A atitude fenomenológica na psicoterapia se inicia deixando de lado todas as teorias sobre a existência e os modos de ser da pessoa. Qualquer classificação ou suposição acerca da existência é deixada de lado para que se possa acessar tal existência a partir de sua manifestação concreta, do modo como aparece em seu contexto histórico de sentidos. Portanto, não se parte de nenhuma teoria acerca da pessoa, e qualquer classificação prévia pode atrapalhar o contato com a pessoa.

De acordo com Teixeira (2006), a maior parte das psicoterapias existenciais não tomam a perturbação mental ou a classificação da psicopatologia como foco principal de sua intervenção, por considerarem esta uma perspectiva redutora. Ao contrário disso, valorizam existência em sua complexidade e em suas possibilidades, ao invés de enquadrar esta em classificações psiquiátricas.

Assim, a fenomenologia visa abandonar inicialmente qualquer pressuposição objetiva sobre o sofrimento emocional, qualquer tendência classificativa ou técnica sobre a existência.

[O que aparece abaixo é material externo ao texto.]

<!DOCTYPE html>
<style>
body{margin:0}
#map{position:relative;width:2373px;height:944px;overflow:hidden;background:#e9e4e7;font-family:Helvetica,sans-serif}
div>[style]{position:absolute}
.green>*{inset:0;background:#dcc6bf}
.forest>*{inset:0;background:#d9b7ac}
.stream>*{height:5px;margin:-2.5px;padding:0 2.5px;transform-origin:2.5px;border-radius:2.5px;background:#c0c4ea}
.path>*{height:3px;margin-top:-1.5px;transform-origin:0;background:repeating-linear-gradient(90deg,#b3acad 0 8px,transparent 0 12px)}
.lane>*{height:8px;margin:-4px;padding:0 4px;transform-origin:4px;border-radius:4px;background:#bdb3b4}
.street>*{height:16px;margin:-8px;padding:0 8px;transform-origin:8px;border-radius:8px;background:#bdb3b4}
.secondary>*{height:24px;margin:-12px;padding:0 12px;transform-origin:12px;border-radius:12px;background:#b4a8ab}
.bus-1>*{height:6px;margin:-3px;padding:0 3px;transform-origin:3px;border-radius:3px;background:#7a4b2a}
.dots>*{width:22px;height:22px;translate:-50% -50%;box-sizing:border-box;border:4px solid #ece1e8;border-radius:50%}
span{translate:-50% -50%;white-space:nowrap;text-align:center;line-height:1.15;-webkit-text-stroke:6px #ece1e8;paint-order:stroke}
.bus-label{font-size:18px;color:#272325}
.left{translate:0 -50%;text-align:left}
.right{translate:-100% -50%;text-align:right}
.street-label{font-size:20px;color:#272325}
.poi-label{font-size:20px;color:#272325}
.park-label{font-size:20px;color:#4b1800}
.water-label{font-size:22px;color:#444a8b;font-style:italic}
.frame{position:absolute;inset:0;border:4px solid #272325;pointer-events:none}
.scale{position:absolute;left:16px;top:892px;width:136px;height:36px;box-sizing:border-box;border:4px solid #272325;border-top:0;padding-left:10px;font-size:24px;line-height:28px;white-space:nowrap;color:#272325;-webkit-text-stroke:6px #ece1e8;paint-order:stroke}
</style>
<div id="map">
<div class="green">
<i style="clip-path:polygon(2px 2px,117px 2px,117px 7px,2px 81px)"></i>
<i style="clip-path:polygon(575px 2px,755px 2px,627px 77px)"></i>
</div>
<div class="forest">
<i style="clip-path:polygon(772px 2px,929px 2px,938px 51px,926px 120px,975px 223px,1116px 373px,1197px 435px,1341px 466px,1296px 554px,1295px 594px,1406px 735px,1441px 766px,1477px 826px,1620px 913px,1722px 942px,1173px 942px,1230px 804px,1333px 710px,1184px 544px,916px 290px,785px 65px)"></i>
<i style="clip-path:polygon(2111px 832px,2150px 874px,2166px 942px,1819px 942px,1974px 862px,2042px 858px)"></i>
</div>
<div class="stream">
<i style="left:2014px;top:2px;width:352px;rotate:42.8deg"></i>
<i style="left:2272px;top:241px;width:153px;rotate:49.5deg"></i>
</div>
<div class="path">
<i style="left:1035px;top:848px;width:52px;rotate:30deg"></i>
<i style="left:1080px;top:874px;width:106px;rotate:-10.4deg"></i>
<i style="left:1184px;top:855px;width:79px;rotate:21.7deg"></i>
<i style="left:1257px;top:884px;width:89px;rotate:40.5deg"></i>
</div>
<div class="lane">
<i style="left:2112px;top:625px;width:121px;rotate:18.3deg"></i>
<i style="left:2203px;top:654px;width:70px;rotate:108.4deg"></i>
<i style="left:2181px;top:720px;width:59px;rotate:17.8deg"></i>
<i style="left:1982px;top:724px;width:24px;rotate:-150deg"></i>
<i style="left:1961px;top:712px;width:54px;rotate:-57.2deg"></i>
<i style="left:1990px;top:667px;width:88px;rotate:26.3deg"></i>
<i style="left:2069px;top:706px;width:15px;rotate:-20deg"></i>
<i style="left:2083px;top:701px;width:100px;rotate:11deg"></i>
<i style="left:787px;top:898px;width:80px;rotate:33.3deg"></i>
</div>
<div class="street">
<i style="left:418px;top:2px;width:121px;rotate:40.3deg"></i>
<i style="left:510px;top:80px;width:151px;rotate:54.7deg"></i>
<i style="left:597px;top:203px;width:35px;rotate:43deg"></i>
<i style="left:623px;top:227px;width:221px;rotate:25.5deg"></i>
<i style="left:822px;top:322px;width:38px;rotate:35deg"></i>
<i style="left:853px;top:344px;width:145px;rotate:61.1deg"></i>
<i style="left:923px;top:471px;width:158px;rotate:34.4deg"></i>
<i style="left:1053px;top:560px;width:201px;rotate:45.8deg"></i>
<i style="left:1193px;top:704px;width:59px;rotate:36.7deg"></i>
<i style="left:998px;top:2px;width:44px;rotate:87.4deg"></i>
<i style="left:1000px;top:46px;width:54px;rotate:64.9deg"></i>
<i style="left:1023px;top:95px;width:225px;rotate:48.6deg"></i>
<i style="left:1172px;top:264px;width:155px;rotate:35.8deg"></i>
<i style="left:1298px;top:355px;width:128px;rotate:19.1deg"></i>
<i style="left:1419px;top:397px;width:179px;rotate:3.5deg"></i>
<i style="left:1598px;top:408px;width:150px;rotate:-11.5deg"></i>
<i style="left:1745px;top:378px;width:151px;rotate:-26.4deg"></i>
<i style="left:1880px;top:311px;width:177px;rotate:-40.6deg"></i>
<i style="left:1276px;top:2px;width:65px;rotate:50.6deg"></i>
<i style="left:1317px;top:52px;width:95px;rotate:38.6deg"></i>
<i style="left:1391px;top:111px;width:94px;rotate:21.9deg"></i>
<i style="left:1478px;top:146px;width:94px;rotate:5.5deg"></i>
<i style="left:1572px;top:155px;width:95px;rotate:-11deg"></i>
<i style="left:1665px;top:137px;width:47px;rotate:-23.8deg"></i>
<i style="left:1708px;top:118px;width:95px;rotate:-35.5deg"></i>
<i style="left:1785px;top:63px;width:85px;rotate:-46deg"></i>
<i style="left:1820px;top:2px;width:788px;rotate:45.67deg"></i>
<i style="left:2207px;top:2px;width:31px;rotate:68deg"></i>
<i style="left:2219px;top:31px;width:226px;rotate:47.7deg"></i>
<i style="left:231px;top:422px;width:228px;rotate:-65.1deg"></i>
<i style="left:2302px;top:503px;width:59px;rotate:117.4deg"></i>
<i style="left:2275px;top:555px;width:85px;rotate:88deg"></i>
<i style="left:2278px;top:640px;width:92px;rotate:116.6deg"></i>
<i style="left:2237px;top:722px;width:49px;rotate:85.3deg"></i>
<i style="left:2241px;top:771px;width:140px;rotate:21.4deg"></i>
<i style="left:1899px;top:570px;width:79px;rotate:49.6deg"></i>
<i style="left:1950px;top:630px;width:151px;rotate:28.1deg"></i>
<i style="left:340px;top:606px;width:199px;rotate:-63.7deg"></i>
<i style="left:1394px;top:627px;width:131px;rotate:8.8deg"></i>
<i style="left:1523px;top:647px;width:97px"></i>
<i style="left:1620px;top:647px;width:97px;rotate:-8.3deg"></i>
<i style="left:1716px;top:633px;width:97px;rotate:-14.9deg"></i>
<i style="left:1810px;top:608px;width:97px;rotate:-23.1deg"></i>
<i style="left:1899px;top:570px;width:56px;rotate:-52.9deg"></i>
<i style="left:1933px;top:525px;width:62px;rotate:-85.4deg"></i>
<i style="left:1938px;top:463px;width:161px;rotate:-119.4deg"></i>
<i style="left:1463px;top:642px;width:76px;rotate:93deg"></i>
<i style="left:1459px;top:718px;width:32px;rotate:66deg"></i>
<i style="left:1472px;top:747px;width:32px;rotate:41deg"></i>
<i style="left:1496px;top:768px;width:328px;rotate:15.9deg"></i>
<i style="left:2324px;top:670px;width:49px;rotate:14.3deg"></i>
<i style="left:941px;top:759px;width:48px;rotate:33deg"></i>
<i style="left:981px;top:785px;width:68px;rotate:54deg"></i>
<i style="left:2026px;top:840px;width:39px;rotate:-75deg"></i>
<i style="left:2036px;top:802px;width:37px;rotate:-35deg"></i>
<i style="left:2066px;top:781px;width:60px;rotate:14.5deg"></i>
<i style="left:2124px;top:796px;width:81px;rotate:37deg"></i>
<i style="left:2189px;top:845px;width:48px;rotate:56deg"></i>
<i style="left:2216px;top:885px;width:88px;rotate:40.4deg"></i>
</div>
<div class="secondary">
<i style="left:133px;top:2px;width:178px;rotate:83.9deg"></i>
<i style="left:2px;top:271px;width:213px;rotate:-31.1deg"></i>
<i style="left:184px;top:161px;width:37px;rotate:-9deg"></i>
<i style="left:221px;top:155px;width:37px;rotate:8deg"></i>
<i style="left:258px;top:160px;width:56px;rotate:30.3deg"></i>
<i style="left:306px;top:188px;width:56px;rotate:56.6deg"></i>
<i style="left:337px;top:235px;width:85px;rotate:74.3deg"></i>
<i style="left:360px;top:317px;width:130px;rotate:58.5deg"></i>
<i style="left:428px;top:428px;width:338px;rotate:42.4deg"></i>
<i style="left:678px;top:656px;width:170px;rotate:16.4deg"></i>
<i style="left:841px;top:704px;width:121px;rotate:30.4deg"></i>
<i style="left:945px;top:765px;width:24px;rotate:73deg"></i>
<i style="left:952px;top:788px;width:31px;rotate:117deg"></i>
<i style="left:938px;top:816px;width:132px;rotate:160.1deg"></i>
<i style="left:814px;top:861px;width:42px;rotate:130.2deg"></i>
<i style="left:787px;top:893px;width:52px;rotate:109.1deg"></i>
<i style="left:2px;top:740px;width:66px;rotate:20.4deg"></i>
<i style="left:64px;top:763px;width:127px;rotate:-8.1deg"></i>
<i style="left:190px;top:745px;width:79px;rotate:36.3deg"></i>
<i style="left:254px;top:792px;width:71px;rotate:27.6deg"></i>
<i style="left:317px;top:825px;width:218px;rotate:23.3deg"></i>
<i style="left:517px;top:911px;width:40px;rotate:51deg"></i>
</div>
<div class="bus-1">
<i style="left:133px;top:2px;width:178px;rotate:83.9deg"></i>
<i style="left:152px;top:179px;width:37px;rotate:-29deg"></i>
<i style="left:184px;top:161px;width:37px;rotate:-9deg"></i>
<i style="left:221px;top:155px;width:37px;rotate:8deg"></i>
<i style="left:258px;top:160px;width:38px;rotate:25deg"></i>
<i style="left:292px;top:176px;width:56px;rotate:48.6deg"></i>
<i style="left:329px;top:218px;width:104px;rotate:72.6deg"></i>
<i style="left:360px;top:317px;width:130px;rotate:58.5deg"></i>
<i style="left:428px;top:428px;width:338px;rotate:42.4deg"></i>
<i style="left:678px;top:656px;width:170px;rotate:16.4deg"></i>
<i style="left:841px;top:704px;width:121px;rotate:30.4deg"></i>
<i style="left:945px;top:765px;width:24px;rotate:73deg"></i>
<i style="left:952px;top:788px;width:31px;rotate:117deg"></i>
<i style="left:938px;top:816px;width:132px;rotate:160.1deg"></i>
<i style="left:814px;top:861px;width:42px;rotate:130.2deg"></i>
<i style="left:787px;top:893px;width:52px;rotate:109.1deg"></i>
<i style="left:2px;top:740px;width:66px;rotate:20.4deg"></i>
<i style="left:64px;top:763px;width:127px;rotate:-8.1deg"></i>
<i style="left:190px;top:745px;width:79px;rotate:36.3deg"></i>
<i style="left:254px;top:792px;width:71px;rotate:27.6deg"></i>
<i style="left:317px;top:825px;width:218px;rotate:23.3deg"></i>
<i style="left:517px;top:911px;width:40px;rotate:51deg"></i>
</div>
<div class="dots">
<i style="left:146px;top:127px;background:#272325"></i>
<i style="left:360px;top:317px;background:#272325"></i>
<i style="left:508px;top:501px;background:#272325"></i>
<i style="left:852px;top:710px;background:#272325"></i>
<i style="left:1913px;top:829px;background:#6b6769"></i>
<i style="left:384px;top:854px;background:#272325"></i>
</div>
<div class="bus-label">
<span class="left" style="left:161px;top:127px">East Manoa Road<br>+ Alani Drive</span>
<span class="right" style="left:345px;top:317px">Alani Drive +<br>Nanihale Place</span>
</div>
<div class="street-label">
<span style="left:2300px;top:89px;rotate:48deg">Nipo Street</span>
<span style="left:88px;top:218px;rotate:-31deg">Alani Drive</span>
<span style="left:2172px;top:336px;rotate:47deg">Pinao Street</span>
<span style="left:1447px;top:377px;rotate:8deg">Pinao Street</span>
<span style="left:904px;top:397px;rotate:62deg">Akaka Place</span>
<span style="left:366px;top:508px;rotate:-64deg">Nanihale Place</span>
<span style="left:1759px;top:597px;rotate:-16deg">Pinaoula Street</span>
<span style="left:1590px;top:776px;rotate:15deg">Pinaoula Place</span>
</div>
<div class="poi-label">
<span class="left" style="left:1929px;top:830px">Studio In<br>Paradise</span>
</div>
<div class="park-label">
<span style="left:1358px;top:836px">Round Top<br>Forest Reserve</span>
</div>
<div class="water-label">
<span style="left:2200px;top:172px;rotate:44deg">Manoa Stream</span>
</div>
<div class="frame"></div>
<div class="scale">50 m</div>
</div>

Ao invés de responder o que é a ansiedade ou a depressão, a fenomenologia busca compreender o modo como essa experiência se dá em cada pessoa e seus sentidos possíveis, entendendo a existência enquanto uma abertura ao mundo, um ser de possibilidades.

"As ciências naturais procedem pela coleta de dados, propondo hipóteses que explicam os dados, concebendo testes para as hipóteses propostas, e assim por diante. Desse modo, as ciências naturais trabalham indo para além do que é dado na experiência, sempre procurando por leis e princípios que possuam uma relação explanatória com os objetos e processos que são observados. A fenomenologia, em contraste, foca precisamente no que é dado na experiência, abstendo-se inteiramente do método de formular hipóteses e extrair inferências do que é dado para o que se encontra aquém ou além disso."
(Cerbone, em 'Fenomenologia', 2014)

Além de não buscar partir de classificações, também não visa a classificar ou enquadrar a existência e os modos de ser em termos e conceitos, pois não se busca a generalização da experiência, muito menos uma objetividade, mas justamente destacar a esfera subjetiva da existência. Neste sentido, a pergunta a ser feita não é "o que é a ansiedade na fenomenologia?", mas "como fazer fenomenologia de uma experiência de ansiedade?".

As perspectivas fenomenológica e existencial propõem um modo específico de encarar a existência humana, que se difere muito das tendências positivistas e idealistas, onde não se busca explicar ou teorizar a existência, mas se aproximar de cada existente, em suas singularidades e diferenças, dentro do que cada pessoa tem de peculiar, buscando assim captar seu modo de sentir e se afetar na relação que estabelece com o mundo, com os outros e consigo mesma.


Referências:
CERBONE, David. Fenomenologia. Tradução: Caesar Souza. 3ª ed. Petrópolis: Vozes, 2014.
FEIJOO, Ana M. L. C. A Fenomenologia como Método de Investigação nas Filosofias da Existência e na Psicologia. Psicologia: Teoria e Pesquisa. Out-Dez 2014, Vol. 30 n. 4, pp. 441-447.
LIMA, Antônio Balbino, org. Ensaios sobre fenomenologia: Husserl, Heidegger e Merleau-Ponty. Ilhéus, BA: Editus, 2014.
TEIXEIRA, José A. Carvalho. Introdução à psicoterapia existencial. Aná. Psicológica,  Lisboa, v. 24, n. 3, p. 289-309, jul. 2006.